REQUIREMENT. Scan the entries below and extract each line with the word "list" in it.
########################################
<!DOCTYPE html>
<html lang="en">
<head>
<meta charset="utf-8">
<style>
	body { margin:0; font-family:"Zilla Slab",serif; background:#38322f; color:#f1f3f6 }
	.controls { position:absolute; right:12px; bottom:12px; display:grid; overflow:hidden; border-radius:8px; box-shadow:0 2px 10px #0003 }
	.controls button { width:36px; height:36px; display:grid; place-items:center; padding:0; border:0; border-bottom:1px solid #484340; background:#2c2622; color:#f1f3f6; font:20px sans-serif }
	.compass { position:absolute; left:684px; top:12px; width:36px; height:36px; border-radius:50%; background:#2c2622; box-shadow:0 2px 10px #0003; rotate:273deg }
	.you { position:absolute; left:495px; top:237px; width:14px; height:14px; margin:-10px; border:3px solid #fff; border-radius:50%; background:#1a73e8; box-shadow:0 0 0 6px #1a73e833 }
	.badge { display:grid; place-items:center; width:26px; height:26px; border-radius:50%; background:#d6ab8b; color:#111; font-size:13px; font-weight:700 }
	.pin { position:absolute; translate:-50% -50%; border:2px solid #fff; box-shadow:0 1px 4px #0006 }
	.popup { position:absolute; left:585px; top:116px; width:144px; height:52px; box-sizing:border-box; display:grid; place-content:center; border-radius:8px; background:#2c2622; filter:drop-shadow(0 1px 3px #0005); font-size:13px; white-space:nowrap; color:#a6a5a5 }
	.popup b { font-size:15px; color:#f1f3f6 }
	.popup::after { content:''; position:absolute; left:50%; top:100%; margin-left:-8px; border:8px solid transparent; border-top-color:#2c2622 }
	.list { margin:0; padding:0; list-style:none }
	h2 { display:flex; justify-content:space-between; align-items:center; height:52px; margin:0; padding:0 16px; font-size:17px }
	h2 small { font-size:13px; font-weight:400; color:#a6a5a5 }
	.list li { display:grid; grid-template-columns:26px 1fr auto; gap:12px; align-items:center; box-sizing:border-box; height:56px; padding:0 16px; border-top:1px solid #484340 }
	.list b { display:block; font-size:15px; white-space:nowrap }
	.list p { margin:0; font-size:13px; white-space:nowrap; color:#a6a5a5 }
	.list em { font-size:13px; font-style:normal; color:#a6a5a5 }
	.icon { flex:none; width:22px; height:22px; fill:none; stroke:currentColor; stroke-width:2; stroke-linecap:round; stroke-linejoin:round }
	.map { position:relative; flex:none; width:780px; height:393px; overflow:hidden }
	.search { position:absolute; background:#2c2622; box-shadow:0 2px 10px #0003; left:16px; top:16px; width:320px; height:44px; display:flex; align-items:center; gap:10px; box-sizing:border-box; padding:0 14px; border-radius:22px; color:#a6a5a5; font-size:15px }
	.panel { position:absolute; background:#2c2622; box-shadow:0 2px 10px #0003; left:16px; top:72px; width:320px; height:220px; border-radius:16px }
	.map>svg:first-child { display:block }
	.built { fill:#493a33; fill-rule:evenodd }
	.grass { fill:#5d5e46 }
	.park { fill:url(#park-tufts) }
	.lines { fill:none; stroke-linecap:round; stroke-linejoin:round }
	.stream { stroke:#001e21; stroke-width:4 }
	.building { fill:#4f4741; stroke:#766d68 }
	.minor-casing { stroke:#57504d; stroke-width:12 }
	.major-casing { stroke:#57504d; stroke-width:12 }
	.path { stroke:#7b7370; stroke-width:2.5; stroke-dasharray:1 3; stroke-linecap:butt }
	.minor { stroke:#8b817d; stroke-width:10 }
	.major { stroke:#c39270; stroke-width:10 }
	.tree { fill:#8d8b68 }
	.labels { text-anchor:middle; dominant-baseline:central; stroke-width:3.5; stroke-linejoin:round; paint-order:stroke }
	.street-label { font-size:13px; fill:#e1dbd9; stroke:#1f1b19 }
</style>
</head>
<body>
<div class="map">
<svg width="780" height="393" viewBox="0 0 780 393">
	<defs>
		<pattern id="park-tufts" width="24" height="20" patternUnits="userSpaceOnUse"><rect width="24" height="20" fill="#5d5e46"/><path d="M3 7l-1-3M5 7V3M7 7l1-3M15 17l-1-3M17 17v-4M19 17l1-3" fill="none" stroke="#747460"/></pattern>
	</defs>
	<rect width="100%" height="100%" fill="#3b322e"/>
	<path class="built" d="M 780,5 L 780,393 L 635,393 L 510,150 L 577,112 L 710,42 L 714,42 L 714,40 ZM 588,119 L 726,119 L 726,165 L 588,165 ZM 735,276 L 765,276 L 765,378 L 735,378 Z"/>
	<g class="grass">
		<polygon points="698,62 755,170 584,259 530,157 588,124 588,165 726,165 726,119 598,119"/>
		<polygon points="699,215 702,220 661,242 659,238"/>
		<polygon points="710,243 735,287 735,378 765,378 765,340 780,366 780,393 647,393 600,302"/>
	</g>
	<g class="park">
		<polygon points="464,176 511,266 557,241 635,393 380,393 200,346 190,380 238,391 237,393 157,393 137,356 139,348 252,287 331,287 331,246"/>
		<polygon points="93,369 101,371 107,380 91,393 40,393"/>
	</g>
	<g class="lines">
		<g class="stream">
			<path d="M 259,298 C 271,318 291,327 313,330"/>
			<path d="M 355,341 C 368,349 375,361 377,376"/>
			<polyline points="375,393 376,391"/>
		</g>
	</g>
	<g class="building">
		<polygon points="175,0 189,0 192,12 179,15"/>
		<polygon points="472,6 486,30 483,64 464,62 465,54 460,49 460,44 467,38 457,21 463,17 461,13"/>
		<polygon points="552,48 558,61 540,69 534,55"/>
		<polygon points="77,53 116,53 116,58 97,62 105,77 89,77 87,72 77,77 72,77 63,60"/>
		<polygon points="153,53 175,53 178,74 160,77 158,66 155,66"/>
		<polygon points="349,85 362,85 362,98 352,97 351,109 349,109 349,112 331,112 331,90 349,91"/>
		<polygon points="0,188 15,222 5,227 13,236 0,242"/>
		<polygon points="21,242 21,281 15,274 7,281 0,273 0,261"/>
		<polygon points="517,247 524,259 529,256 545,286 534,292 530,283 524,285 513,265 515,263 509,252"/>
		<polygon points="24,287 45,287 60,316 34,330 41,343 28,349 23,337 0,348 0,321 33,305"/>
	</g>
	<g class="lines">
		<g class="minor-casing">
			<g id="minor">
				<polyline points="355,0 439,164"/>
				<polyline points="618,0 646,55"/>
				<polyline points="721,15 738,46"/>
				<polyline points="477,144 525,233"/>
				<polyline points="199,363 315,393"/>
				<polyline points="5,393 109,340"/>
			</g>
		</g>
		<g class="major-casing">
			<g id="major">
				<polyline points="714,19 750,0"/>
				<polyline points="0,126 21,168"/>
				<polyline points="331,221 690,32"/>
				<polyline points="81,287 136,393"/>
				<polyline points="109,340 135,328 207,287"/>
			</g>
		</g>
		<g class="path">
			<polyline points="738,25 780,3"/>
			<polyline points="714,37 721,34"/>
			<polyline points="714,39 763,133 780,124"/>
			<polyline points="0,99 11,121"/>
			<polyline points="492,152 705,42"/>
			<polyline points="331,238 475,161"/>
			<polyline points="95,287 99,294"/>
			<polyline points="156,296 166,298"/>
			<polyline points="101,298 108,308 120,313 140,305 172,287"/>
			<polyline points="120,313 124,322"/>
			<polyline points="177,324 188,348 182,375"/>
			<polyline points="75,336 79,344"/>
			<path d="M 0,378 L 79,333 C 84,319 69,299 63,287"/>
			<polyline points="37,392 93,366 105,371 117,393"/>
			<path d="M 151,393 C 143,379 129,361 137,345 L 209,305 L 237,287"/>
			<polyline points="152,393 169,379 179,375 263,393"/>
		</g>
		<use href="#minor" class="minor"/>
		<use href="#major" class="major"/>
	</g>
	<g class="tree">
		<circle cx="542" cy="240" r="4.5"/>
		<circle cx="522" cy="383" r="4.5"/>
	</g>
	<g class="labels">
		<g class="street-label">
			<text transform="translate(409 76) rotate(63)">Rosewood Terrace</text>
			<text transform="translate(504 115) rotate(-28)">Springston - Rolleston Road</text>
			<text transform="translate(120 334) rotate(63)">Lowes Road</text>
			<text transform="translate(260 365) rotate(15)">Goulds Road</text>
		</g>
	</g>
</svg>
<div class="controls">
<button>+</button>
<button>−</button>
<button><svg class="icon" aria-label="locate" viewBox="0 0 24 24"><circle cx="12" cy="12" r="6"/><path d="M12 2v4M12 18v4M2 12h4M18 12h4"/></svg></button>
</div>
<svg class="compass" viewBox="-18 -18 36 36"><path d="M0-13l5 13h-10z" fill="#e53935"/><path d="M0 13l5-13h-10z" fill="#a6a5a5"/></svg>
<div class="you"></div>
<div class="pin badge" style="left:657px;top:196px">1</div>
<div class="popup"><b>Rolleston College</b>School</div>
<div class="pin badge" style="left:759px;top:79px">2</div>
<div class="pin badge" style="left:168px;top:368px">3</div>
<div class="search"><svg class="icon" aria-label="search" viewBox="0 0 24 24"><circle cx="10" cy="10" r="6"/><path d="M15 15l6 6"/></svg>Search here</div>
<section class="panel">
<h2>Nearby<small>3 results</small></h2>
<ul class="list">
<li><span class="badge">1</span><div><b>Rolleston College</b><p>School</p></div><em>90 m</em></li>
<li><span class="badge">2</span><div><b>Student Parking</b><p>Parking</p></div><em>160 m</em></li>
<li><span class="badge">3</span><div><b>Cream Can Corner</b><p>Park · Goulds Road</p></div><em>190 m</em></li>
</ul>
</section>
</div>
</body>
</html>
########################################
RESULT OF THIS EXERCISE.
	.list { margin:0; padding:0; list-style:none }
	.list li { display:grid; grid-template-columns:26px 1fr auto; gap:12px; align-items:center; box-sizing:border-box; height:56px; padding:0 16px; border-top:1px solid #484340 }
	.list b { display:block; font-size:15px; white-space:nowrap }
	.list p { margin:0; font-size:13px; white-space:nowrap; color:#a6a5a5 }
	.list em { font-size:13px; font-style:normal; color:#a6a5a5 }
<ul class="list">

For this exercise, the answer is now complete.